[4] Archaeological sites reflecting the material culture of Óc Eo are spread throughout southern Vietnam, but are most heavily concentrated in the area of the Mekong Delta to the south and west of Ho Chi Minh City.
Aerial photography in 1958 revealed that a distributary of the Mekong entered the Gulf of Thailand during the Funan period in the vicinity of Ta Keo, which was then on the shore but since then become separated from the sea by some distance as a result of siltation.
Among the coins found at Óc Eo by Malleret were eight made of silver bearing the image of the hamsa or Vietnamese crested argus, apparently minted in Funan.
[12] In July 2023, a stone slab that is roughly the size and shape of an anvil was discovered at Óc Eo, marking the earliest known example of spice processing in Southeast Asia.

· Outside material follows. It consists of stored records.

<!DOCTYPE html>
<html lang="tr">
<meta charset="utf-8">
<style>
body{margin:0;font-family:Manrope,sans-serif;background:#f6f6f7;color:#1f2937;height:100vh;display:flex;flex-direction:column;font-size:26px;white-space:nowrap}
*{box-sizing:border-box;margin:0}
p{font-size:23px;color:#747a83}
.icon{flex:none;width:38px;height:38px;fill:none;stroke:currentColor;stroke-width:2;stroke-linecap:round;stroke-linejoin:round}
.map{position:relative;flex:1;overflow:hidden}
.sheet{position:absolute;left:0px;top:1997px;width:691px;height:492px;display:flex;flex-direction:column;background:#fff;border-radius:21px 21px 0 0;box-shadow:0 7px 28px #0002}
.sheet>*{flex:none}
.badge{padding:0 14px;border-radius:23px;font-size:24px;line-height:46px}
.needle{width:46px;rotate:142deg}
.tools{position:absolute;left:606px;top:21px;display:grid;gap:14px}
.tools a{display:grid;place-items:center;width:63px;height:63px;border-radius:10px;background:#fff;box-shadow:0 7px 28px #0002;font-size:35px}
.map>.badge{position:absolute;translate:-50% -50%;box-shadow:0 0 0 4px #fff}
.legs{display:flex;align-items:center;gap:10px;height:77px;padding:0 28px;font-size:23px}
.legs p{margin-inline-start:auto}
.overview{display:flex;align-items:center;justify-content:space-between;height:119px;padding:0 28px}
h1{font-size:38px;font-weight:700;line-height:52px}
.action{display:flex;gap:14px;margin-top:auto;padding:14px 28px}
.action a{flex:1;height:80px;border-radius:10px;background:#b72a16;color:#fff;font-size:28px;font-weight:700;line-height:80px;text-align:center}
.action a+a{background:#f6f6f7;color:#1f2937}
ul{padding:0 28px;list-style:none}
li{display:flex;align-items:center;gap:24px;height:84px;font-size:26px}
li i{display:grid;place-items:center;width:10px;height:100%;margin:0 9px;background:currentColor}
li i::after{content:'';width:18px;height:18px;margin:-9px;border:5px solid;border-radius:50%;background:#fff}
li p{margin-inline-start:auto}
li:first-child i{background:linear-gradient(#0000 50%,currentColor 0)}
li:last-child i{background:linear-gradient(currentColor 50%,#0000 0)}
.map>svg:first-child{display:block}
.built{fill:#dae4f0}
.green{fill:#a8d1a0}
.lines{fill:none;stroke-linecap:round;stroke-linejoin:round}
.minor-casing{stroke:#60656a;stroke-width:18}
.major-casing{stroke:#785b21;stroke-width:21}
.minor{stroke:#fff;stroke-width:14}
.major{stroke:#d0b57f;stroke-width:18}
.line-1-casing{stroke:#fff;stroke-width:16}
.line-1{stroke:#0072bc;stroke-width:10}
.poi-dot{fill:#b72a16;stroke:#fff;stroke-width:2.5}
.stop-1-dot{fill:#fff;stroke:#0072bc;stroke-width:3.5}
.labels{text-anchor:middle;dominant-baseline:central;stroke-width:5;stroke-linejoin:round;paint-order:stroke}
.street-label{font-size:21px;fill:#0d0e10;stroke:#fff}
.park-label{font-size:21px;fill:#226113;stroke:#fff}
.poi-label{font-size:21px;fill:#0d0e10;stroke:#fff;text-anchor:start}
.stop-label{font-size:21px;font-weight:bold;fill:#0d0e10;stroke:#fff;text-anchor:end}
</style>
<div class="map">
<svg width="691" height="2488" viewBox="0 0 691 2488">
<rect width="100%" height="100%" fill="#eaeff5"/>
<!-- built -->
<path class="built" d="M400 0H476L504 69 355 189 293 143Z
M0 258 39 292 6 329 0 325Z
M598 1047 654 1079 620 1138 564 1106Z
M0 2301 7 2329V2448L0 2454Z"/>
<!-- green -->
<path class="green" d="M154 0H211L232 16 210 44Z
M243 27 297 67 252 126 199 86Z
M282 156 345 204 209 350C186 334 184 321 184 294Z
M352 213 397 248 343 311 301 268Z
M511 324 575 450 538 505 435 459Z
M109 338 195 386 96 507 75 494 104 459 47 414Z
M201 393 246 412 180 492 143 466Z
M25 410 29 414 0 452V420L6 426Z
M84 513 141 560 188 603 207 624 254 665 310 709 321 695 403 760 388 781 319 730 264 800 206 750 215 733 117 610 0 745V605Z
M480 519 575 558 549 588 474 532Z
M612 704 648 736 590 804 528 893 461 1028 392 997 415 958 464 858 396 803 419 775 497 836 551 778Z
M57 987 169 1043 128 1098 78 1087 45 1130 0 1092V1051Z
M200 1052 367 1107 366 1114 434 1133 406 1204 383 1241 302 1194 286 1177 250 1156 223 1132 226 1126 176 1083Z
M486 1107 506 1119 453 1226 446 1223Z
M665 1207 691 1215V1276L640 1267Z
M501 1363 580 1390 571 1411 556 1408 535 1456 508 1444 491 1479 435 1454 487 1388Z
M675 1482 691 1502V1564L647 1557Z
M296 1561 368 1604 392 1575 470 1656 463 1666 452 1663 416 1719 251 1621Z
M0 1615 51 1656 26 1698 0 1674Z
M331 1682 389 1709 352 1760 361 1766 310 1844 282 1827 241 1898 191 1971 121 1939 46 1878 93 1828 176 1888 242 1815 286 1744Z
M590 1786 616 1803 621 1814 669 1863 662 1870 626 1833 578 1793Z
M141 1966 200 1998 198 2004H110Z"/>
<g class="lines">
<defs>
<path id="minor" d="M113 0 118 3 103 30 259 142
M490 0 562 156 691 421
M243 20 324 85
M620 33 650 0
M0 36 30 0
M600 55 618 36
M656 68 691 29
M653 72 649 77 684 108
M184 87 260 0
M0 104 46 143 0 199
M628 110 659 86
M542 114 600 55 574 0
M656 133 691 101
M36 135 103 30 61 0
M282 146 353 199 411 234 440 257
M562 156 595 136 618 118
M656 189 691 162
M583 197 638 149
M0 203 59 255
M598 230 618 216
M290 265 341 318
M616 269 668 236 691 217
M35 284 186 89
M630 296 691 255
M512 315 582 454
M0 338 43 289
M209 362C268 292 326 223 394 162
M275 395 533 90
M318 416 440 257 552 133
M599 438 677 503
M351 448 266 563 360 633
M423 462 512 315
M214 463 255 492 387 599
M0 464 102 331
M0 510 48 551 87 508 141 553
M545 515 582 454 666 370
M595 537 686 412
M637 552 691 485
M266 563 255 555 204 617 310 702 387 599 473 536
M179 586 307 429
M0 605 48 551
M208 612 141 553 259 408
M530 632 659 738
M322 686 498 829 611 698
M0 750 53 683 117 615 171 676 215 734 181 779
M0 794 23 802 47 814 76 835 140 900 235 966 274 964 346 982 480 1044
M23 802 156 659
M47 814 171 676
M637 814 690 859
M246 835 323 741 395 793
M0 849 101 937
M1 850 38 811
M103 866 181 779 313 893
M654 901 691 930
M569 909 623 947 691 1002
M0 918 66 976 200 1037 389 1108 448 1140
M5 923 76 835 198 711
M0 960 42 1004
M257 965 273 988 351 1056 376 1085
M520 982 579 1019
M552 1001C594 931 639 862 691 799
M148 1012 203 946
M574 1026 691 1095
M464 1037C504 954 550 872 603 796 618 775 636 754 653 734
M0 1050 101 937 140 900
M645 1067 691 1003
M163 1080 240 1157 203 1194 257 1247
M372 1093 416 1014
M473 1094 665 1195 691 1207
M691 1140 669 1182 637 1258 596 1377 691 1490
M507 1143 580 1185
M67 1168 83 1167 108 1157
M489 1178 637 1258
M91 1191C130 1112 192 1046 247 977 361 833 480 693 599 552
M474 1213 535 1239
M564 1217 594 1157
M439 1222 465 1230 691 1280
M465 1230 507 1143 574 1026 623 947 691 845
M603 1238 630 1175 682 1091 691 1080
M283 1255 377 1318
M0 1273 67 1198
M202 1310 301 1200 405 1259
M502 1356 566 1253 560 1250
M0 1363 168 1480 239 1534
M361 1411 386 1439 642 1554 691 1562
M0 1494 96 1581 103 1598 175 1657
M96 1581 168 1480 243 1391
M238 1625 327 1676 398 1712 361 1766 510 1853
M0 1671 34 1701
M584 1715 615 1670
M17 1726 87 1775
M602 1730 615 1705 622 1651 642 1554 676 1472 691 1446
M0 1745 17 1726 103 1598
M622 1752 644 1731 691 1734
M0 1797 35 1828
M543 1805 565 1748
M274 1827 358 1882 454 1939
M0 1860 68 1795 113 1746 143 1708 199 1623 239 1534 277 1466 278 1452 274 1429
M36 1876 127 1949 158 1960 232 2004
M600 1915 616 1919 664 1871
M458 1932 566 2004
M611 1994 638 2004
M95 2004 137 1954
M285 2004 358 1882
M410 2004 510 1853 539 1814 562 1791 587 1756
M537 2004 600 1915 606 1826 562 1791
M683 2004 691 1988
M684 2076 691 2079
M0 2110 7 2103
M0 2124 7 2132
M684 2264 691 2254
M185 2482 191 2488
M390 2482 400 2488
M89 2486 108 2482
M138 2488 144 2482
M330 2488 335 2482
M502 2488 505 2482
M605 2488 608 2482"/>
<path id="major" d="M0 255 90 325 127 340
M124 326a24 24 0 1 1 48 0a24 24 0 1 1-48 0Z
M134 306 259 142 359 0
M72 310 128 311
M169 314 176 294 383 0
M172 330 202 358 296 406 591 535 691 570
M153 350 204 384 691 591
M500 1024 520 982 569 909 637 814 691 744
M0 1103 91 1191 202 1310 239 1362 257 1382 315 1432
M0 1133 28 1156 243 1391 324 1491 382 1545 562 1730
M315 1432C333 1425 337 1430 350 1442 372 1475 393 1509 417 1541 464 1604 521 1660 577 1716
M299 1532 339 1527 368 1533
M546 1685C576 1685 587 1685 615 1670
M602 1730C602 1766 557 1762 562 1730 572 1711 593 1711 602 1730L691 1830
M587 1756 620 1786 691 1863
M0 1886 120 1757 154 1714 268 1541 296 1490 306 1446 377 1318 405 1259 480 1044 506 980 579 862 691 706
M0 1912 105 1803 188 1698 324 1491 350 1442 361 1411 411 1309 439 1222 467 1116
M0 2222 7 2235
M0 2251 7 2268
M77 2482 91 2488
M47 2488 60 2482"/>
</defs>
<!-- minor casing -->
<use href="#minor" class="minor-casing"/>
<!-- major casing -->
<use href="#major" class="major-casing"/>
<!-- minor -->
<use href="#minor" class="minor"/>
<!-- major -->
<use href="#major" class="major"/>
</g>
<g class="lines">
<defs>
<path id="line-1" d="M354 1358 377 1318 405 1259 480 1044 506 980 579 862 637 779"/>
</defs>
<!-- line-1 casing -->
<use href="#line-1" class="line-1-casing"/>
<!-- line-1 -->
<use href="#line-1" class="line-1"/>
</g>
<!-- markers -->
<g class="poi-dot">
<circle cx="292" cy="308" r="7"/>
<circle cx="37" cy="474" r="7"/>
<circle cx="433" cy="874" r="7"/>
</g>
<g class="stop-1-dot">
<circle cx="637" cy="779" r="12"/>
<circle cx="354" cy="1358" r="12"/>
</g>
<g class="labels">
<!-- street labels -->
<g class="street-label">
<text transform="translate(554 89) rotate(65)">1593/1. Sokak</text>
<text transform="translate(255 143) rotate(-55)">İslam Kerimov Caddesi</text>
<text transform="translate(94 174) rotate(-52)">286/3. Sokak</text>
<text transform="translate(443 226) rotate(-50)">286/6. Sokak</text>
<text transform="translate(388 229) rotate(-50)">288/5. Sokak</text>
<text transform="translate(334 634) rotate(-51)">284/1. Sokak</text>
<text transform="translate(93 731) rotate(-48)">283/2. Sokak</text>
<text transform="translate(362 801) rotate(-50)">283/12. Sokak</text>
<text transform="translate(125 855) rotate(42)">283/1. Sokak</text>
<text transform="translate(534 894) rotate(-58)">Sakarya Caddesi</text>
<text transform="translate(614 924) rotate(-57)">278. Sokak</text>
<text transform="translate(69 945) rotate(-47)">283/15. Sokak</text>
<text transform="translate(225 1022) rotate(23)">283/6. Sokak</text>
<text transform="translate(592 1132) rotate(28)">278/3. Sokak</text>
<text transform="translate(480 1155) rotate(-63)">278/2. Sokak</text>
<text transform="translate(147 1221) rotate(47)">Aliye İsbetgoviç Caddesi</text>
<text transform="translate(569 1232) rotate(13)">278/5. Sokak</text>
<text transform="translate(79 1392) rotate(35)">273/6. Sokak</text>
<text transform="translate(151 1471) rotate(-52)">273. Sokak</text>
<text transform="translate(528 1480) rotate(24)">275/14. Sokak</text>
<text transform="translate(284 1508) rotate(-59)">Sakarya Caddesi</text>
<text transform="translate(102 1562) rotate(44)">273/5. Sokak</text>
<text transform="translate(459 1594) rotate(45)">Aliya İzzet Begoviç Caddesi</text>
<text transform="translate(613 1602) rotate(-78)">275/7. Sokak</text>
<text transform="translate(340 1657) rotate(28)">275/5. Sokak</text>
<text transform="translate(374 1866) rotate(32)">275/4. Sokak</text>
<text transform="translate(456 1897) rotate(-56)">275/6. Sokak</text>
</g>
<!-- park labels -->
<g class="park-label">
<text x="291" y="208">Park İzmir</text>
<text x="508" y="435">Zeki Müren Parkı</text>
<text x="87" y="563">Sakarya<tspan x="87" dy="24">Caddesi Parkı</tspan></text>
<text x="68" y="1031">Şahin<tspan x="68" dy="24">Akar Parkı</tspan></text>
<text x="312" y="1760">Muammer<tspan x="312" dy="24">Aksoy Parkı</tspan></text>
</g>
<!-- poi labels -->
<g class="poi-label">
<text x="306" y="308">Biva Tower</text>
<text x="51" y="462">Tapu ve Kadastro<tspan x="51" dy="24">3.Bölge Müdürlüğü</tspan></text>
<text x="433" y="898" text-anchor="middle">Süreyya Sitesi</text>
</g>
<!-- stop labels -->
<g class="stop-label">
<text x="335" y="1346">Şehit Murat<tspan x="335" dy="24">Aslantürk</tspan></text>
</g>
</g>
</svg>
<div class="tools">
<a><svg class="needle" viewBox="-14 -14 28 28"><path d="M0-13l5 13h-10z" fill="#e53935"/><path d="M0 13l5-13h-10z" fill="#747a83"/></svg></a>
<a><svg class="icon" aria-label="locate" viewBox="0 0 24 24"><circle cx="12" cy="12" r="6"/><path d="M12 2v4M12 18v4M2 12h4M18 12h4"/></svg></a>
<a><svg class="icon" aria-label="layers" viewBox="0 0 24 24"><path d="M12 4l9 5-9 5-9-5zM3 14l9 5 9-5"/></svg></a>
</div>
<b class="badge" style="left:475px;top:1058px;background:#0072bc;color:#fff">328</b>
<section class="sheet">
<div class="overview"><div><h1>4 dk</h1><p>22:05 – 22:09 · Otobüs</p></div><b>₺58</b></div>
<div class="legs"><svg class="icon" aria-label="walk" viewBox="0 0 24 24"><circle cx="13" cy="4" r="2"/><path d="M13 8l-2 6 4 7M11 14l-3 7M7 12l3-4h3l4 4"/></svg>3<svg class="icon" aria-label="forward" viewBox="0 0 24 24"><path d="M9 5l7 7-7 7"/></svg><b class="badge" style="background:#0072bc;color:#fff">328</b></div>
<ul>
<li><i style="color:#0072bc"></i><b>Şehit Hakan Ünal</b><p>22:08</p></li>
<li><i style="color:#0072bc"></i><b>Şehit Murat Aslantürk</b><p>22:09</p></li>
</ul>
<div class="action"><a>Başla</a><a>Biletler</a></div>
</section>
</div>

The Vietnamese archaeologist and historian Hà Văn Tấn has written that at the present stage of knowledge, it was impossible to demonstrate the existence of a Funan culture, widely spread from the Mekong Delta through the Chao Praya delta to Burma, with Óc Eo as the typical representative: the presence of similar artefacts such as jewelry and seals from sites in those areas was simply the result of trade and exchange, while each of the sites bore the signs of their own separate cultural development.
[14] Hà Văn Tấn argued that, from the late neolithic or early metal age, Óc Eo gradually emerged as an economic and cultural centre of the Mekong Delta and, with an important position on the Southeast Asian sea routes, became a meeting place for craftsmen and traders, which provided adequate conditions for urbanization, receiving foreign influences, notably from India, which in turn stimulated internal development.